Designed for high scalability, MongoDB enables horizontal scaling across multiple servers, making it ideal for modern web applications and environments demanding flexibility and scalability.

MongoDB uses replica sets to provide basic protection against single-instance failures. However, if all replica set members reside within a single data center, they are susceptible to data center outages.

Best practices recommend distributing replica set members across geographically distinct data centers. This adds redundancy and fault tolerance, ensuring data availability even if one data center becomes unavailable.

This tutorial guides you through deploying a five-member MongoDB replica set across three geographically distributed data centers. Data Center 1 and Data Center 2 will each have two MongoDB replicas deployed in their respective Kubernetes clusters. Data Center 3 will have a single replica deployed on an Ubuntu server. We'll set up a private network topology using n2x.io to facilitate communication between all replicas across the three data centers.

Here is the high-level overview of tutorial setup architecture:

Diagram

The following diagram shows how the 5 members of the MongoDB replica set will be distributed across three data centers:

ReplicaSet Diagram

In our setup, we will be using the following components:

MongoDB is a document database designed for ease of application development and scaling. For more info please visit the MongoDB Documentation
n2x-node is an open-source agent that runs on the machines you want to connect to your n2x.io network topology.
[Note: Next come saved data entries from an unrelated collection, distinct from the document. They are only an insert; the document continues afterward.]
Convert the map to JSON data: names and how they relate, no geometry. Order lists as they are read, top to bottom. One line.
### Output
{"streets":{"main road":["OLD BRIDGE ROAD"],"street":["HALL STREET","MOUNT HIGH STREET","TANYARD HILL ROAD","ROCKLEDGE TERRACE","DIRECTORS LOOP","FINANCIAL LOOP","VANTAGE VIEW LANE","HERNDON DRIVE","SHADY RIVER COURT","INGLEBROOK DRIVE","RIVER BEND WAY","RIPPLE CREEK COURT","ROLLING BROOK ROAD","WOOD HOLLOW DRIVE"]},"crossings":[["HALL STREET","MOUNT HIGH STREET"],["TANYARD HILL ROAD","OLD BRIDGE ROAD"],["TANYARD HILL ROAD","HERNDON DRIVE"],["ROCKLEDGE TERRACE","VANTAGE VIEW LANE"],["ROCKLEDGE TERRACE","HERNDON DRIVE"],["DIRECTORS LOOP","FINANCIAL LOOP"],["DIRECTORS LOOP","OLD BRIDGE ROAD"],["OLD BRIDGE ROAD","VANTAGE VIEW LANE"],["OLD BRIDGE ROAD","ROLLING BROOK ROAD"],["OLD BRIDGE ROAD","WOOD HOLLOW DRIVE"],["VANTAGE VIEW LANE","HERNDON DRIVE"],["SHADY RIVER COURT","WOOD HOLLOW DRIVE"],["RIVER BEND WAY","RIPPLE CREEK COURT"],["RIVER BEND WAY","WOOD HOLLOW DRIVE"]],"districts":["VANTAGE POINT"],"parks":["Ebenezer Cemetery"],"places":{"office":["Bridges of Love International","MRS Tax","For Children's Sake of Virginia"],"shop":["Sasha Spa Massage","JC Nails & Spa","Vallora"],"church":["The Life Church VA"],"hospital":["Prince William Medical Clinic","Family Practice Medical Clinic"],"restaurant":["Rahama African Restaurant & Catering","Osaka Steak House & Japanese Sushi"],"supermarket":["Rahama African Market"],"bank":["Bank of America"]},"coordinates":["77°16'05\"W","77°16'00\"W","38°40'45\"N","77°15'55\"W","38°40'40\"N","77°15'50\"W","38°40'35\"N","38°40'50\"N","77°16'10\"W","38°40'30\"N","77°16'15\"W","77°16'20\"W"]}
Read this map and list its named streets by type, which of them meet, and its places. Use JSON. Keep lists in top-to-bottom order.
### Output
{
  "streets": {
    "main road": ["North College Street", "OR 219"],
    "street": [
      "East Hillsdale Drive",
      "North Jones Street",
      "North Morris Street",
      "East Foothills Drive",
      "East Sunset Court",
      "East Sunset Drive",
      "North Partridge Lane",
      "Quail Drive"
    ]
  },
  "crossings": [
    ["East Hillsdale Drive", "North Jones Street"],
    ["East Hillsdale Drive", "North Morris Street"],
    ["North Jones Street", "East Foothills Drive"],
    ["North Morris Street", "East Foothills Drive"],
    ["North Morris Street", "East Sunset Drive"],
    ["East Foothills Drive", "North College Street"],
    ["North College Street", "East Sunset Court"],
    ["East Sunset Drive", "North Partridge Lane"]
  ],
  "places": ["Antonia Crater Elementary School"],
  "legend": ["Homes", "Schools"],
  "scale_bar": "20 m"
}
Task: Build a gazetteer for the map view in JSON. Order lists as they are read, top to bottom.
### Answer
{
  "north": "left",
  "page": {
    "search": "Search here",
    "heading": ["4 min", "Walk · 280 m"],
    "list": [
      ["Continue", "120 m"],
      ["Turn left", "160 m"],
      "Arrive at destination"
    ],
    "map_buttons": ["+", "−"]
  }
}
For more info please visit n2x.io Documentation.

Before you begin

To follow along in this tutorial, you should meet the following requirements:

Access to two Kubernetes clusters, version v1.27.x or greater.
A n2x.io account created and one subnet with 10.254.1.0/24 prefix.
Installed n2xctl command-line tool, version v0.0.4or greater.
Installed kubectl command-line tool, version v1.27.x or greater.

Note

Please note that this tutorial uses a Linux OS with an Ubuntu 24.04 (Noble Numbat) with amd64 architecture.

Step-by-step Guide

Step 1: Deploy MongoDB servers in the k8s-dc1 Kubernetes cluster

Setting your context to k8s-dc1 Kubernetes cluster:

kubectl config use-context k8s-dc1

We are going to create a mongo-dc1.yaml file with the following configuration:

apiVersion: apps/v1
kind: StatefulSet
metadata:
  name: mongo-dc1
spec:
  selector:
    matchLabels:
      app: mongo-dc1
  replicas: 2
  template:
    metadata:
      labels:
        app: mongo-dc1
    spec:
      containers:
      - name: mongodb
        image: mongo:7.0
        command:
          - mongod
          - "--replSet"
          - rs0
          - "--bind_ip"
          - "*"
        imagePullPolicy: Always
        volumeMounts:
        - name: mongodb-data
          mountPath: /data/db
  volumeClaimTemplates:
  - metadata:
      name: mongodb-data
    spec:
      accessModes: [ "ReadWriteOnce" ]
      storageClassName: "standard"
      resources:
        requests:
          storage: 1Gi

The following manifest defines two replicas of a MongoDB StatefulSet. The MongoDB container mounts the PersistentVolume /data/db for database data files.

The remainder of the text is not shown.